Question

I am trying to read a binary file in Java using the bufferedReader. I wrote that binary-file using "UTF-8" encoding. The code for writing into a binary file:

  byte[] inMsgBin=null;
  try {
      inMsgBin = String.valueOf(cypherText).getBytes("UTF-8");
      //System.out.println("CIPHER TEXT:FULL:BINARY WRITE: "+inMsgBin);
  } catch (UnsupportedEncodingException ex) {
      Logger.getLogger(EncDecApp.class.getName()).log(Level.SEVERE, null, ex);
  }
  try (FileOutputStream out = new FileOutputStream(fileName+ String.valueOf(new SimpleDateFormat("yyyyMMddhhmm").format(new Date()))+ ".encmsg")) {
      out.write(inMsgBin);
      out.close();
  } catch (IOException ex) {
      Logger.getLogger(EncDecApp.class.getName()).log(Level.SEVERE, null, ex);
  }       


System.out.println("cypherText charCount="+cypherText.length());

Here 'cypherText' is a String with some content.

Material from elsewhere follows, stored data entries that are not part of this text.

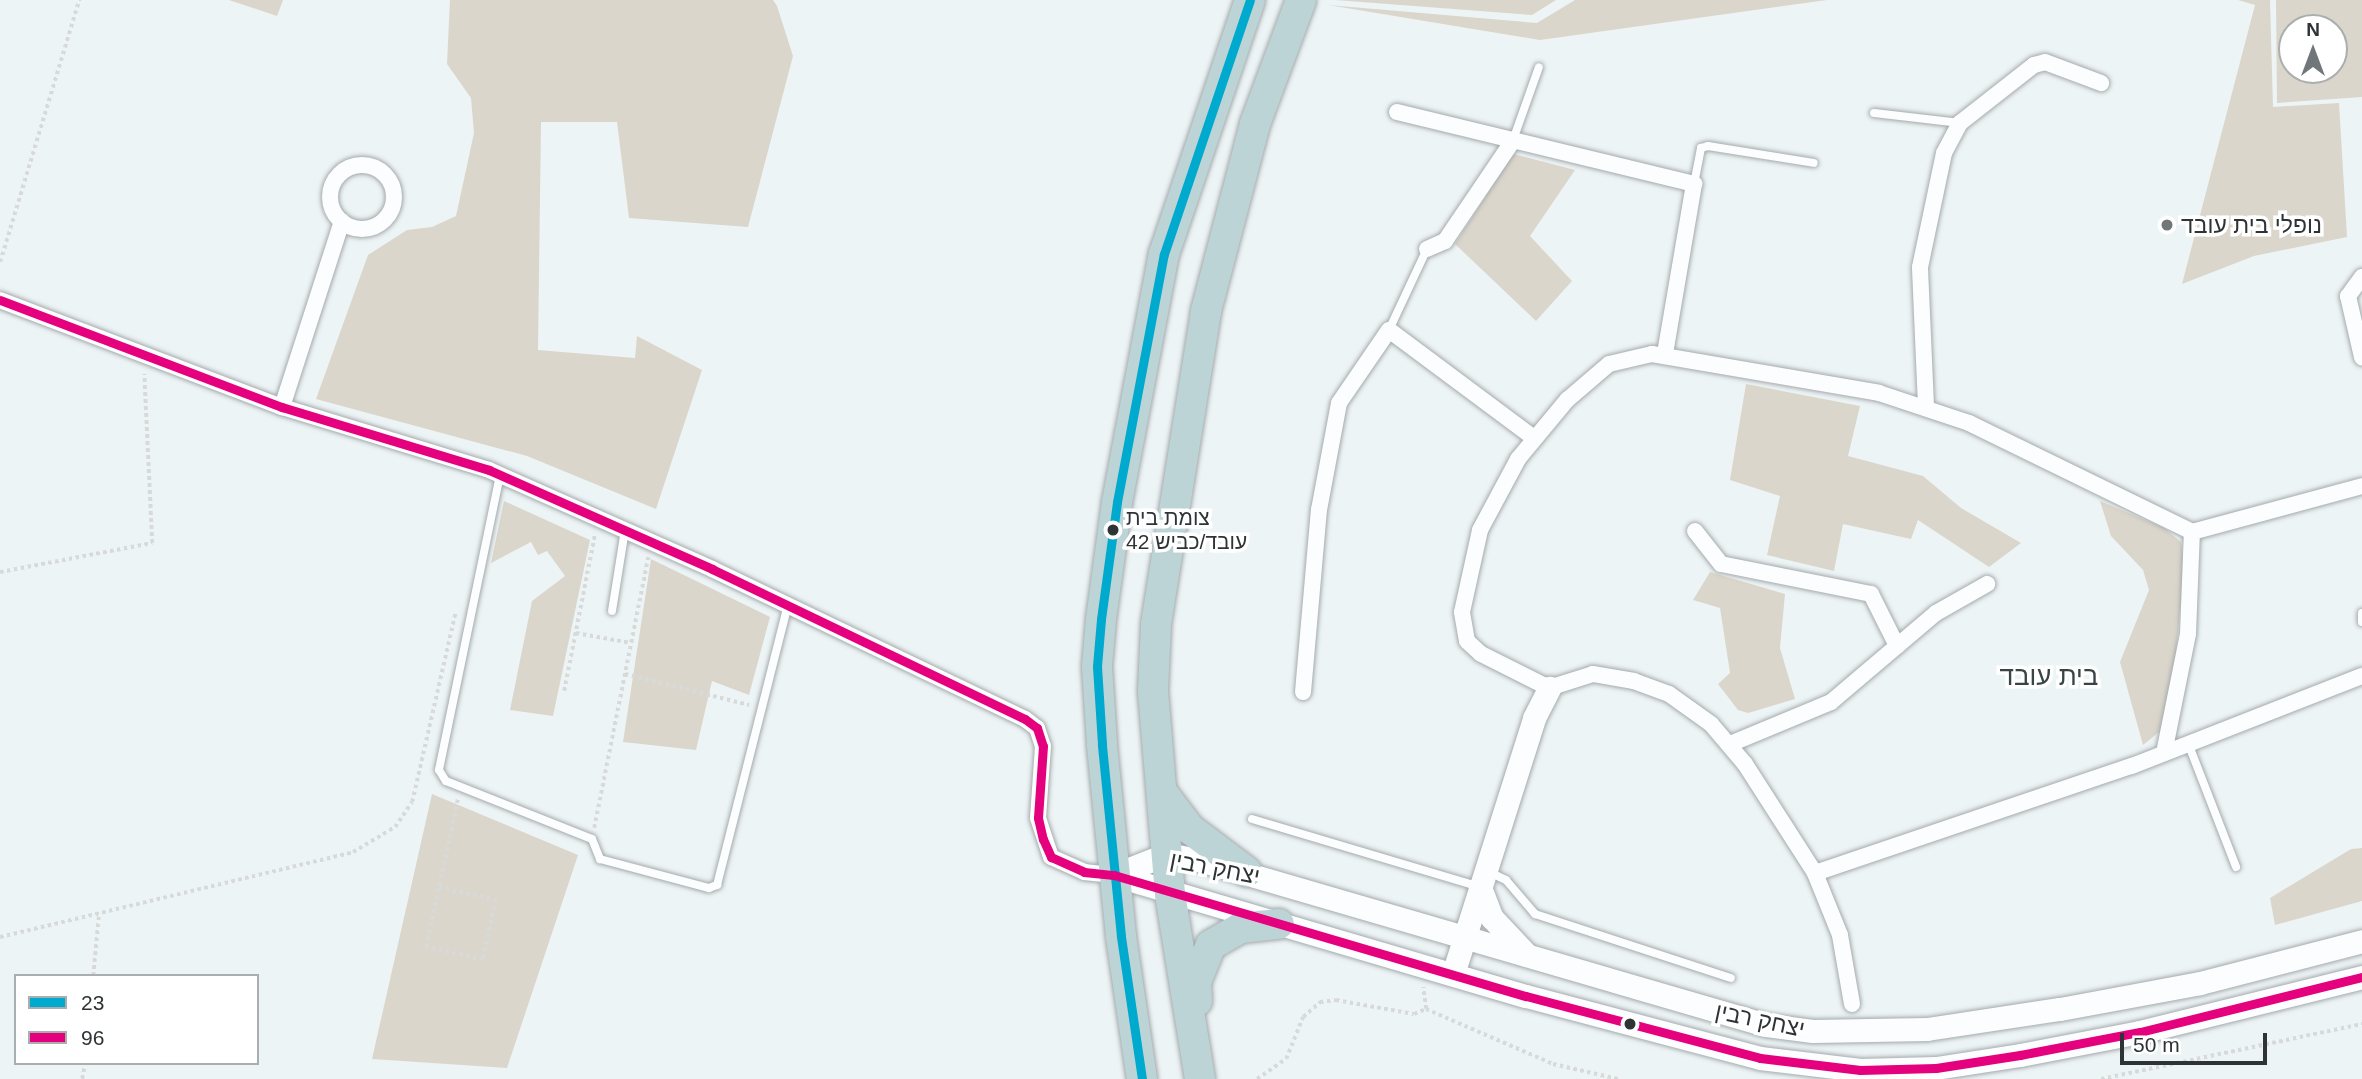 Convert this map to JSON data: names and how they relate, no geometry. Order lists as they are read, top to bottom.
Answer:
{
  "streets": {
    "main road": ["יצחק רבין"]
  },
  "districts": ["בית עובד"],
  "places": ["נופלי בית עובד", "צומת בית עובד/כביש 42"],
  "lines": ["transit line 23", "transit line 96"],
  "legend": ["23", "96"],
  "scale_bar": "50 m",
  "north": "top"
}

Total no of characters written in the file is given as 19. Also after writing, when I open the binary file in Notepad++, it shows some characters. Selecting all the content of the file counts to 19 characters in total.

Now when I read the same file using BufferedReader, using the following lines of code:

try
        {
        DecMessage obj2= new DecMessage();
          StringBuilder cipherMsg=new StringBuilder();

            try (BufferedReader in = new BufferedReader(new FileReader(filePath))) {
                String tempLine="";
                fileSelect=true;
                while ((tempLine=in.readLine()) != null) {                      
                    cipherMsg.append(tempLine);
                }
            }

System.out.println("FROM FILE: charCount= "+cipherMsg.length());

Here the total no of characters read (stored in 'charCount') is 17 instead of 19.

How can I read all the characters of the file correctly?

Was it helpful?

Solution

Specify the same charset while reading file.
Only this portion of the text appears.